======== Supplied material

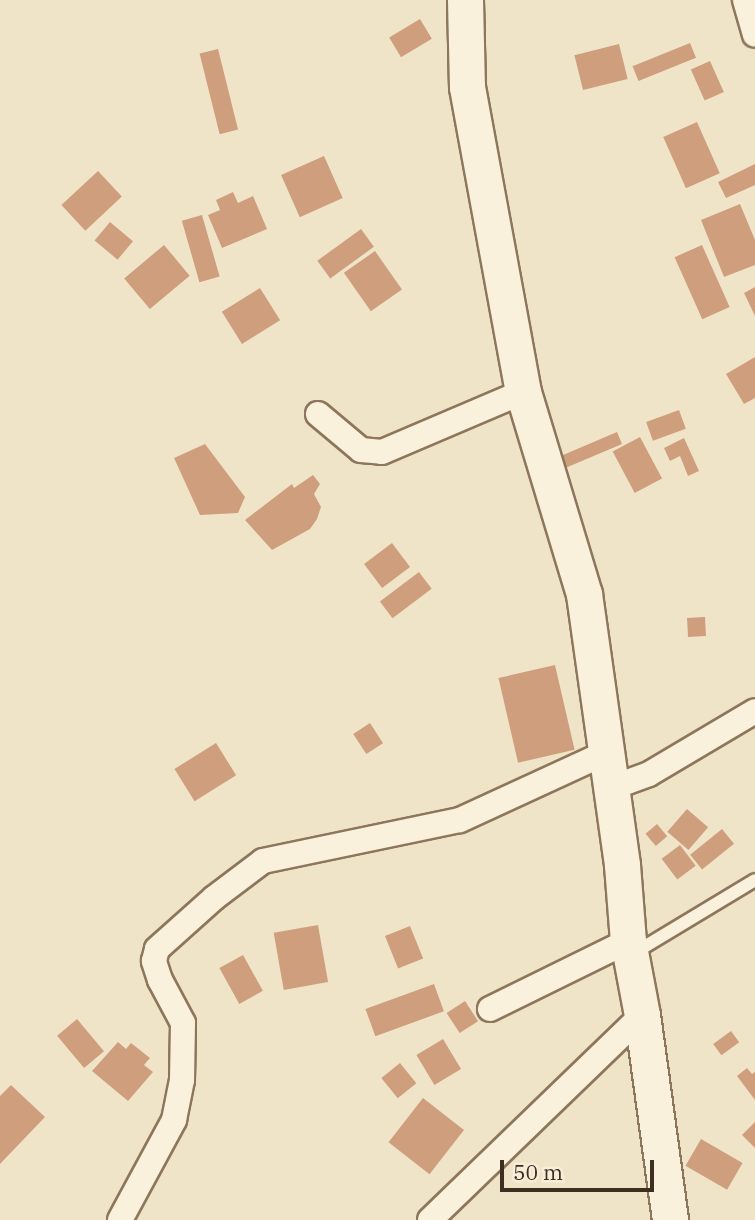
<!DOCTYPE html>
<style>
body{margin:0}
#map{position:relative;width:755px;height:1220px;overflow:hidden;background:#f0e4c8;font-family:"IBM Plex Serif",serif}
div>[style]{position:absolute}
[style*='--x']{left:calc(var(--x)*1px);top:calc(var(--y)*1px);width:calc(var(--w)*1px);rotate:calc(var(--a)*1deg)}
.building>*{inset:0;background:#cf9f7d;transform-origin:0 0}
.roads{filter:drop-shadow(2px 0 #8d765c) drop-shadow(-2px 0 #8d765c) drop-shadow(0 2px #8d765c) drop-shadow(0 -2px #8d765c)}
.lane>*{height:12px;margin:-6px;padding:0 6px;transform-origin:6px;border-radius:6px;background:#faf1dc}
.street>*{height:24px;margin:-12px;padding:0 12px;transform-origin:12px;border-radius:12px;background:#faf1dc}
.secondary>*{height:35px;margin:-17.5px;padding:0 17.5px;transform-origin:17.5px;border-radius:17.5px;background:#faf1dc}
span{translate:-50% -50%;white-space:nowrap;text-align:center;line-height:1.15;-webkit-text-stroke:7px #f7eed8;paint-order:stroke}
.scale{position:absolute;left:500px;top:1160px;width:154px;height:32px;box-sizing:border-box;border:4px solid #3d2e20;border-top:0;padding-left:9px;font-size:21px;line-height:24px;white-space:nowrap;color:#3d2e20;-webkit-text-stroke:5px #f7eed8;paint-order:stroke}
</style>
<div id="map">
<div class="building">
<div style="left:420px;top:19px;width:23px;height:36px;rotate:59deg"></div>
<div style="left:690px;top:43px;width:16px;height:62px;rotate:68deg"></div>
<div style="left:619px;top:44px;width:36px;height:46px;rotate:76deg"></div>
<div style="left:218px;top:49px;width:83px;height:19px;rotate:76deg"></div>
<div style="left:710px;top:61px;width:34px;height:21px;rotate:66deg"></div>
<div style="left:697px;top:122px;width:56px;height:37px;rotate:66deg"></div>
<div style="left:324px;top:156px;width:46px;height:47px;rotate:66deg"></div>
<div style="clip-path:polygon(755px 164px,755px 185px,726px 198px,718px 182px)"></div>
<div style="left:98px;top:171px;width:35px;height:50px;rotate:47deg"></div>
<div style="clip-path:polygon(233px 192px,238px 203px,253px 196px,267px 229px,222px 248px,208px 215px,220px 210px,216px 200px)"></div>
<div style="clip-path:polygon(740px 204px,755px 240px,755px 265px,724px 277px,701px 220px)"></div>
<div style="left:202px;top:215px;width:64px;height:21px;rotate:74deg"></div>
<div style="left:110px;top:222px;width:30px;height:24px;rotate:40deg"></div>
<div style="left:361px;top:229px;width:22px;height:54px;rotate:54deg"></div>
<div style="left:164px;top:245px;width:40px;height:52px;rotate:50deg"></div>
<div style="left:702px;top:245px;width:68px;height:30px;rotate:66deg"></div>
<div style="left:375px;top:251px;width:47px;height:38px;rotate:55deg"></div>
<div style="clip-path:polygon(755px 287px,755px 316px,744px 293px)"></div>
<div style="left:260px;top:288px;width:38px;height:45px;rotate:58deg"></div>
<div style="clip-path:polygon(755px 357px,755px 398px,744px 404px,726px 374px)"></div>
<div style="left:679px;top:410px;width:20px;height:35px;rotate:70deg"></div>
<div style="left:617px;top:432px;width:13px;height:72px;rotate:67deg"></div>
<div style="left:640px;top:437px;width:47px;height:31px;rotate:62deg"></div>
<div style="clip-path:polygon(684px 438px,699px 471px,688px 476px,680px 456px,670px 461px,664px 448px)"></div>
<div style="clip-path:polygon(205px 444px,245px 497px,238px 513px,200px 515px,174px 458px)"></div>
<div style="clip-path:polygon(313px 475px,320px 484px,314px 494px,321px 507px,317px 519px,310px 529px,272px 550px,245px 520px,292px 484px,294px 488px)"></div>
<div style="left:392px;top:543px;width:30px;height:35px;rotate:53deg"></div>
<div style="left:419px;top:572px;width:21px;height:49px;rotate:53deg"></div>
<div style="left:705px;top:617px;width:19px;height:18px;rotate:87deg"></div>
<div style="left:555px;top:665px;width:87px;height:58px;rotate:77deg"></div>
<div style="left:370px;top:723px;width:24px;height:20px;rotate:57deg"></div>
<div style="left:216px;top:743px;width:38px;height:49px;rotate:58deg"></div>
<div style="left:687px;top:809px;width:28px;height:30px;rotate:41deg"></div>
<div style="left:657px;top:824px;width:16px;height:15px;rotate:50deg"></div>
<div style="left:722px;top:829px;width:19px;height:41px;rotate:51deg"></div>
<div style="left:680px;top:845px;width:26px;height:23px;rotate:53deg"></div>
<div style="left:318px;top:925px;width:58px;height:45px;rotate:80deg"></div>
<div style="left:410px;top:926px;width:35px;height:27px;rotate:68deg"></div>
<div style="left:243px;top:955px;width:41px;height:27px;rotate:61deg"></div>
<div style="left:434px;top:984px;width:29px;height:73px;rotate:70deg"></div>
<div style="left:465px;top:1001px;width:24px;height:22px;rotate:57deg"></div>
<div style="left:77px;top:1019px;width:42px;height:26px;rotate:50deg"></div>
<div style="left:731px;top:1031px;width:14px;height:22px;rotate:54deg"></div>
<div style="left:443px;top:1039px;width:35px;height:31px;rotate:59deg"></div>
<div style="clip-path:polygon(118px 1042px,126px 1049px,131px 1043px,150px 1058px,144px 1065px,153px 1072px,128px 1101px,92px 1071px)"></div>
<div style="left:400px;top:1063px;width:26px;height:24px;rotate:51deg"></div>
<div style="clip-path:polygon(747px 1068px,752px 1074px,755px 1072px,755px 1100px,737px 1076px)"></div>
<div style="clip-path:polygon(11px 1085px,45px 1117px,0 1164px,0 1096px)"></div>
<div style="left:423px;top:1098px;width:52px;height:56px;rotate:38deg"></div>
<div style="clip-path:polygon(755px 1122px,755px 1148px,742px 1135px)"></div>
<div style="left:701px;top:1139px;width:48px;height:31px;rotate:30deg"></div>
</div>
<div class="roads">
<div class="lane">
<div style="--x:634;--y:953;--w:141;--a:-31.1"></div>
</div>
<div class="street">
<div style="--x:745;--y:0;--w:36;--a:74"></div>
<div style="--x:318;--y:414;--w:56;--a:39.9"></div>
<div style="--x:361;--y:450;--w:21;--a:5"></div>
<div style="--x:382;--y:452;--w:153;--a:-23.1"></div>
<div style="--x:611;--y:788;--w:40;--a:-20.2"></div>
<div style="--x:649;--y:774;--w:123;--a:-30.7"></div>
<div style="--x:490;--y:1009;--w:154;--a:-26.2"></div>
<div style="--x:120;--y:1220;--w:114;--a:-61.6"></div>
<div style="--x:174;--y:1120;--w:41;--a:-78.7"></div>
<div style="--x:182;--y:1080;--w:57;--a:-89"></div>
<div style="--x:183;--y:1023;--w:49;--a:-118.1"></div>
<div style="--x:160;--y:980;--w:20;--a:-108"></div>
<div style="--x:154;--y:961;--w:12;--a:-76"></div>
<div style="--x:157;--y:949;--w:76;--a:-41.8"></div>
<div style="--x:214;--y:898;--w:61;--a:-37.1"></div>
<div style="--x:263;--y:861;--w:201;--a:-11.8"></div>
<div style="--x:460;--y:820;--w:161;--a:-24.7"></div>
<div style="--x:430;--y:1220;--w:295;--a:-44"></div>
</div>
<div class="secondary">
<div style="--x:465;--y:0;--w:87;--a:88.7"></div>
<div style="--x:467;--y:87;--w:310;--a:79.6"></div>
<div style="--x:523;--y:392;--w:211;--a:73.2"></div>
<div style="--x:584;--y:594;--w:274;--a:82"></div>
<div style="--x:622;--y:865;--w:76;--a:85.5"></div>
<div style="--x:628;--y:941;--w:75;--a:79.3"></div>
<div style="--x:642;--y:1015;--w:207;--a:82.2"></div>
</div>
</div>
<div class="scale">50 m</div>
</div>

================

▶ _What the task asks_:
Would you repeat exactly, and only, the lines from the start of the records above through the line containing "0 #8d765c) drop-shadow(-2px", with the pictures omitted?

▶ _Solution to this task_:
<!DOCTYPE html>
<style>
body{margin:0}
#map{position:relative;width:755px;height:1220px;overflow:hidden;background:#f0e4c8;font-family:"IBM Plex Serif",serif}
div>[style]{position:absolute}
[style*='--x']{left:calc(var(--x)*1px);top:calc(var(--y)*1px);width:calc(var(--w)*1px);rotate:calc(var(--a)*1deg)}
.building>*{inset:0;background:#cf9f7d;transform-origin:0 0}
.roads{filter:drop-shadow(2px 0 #8d765c) drop-shadow(-2px 0 #8d765c) drop-shadow(0 2px #8d765c) drop-shadow(0 -2px #8d765c)}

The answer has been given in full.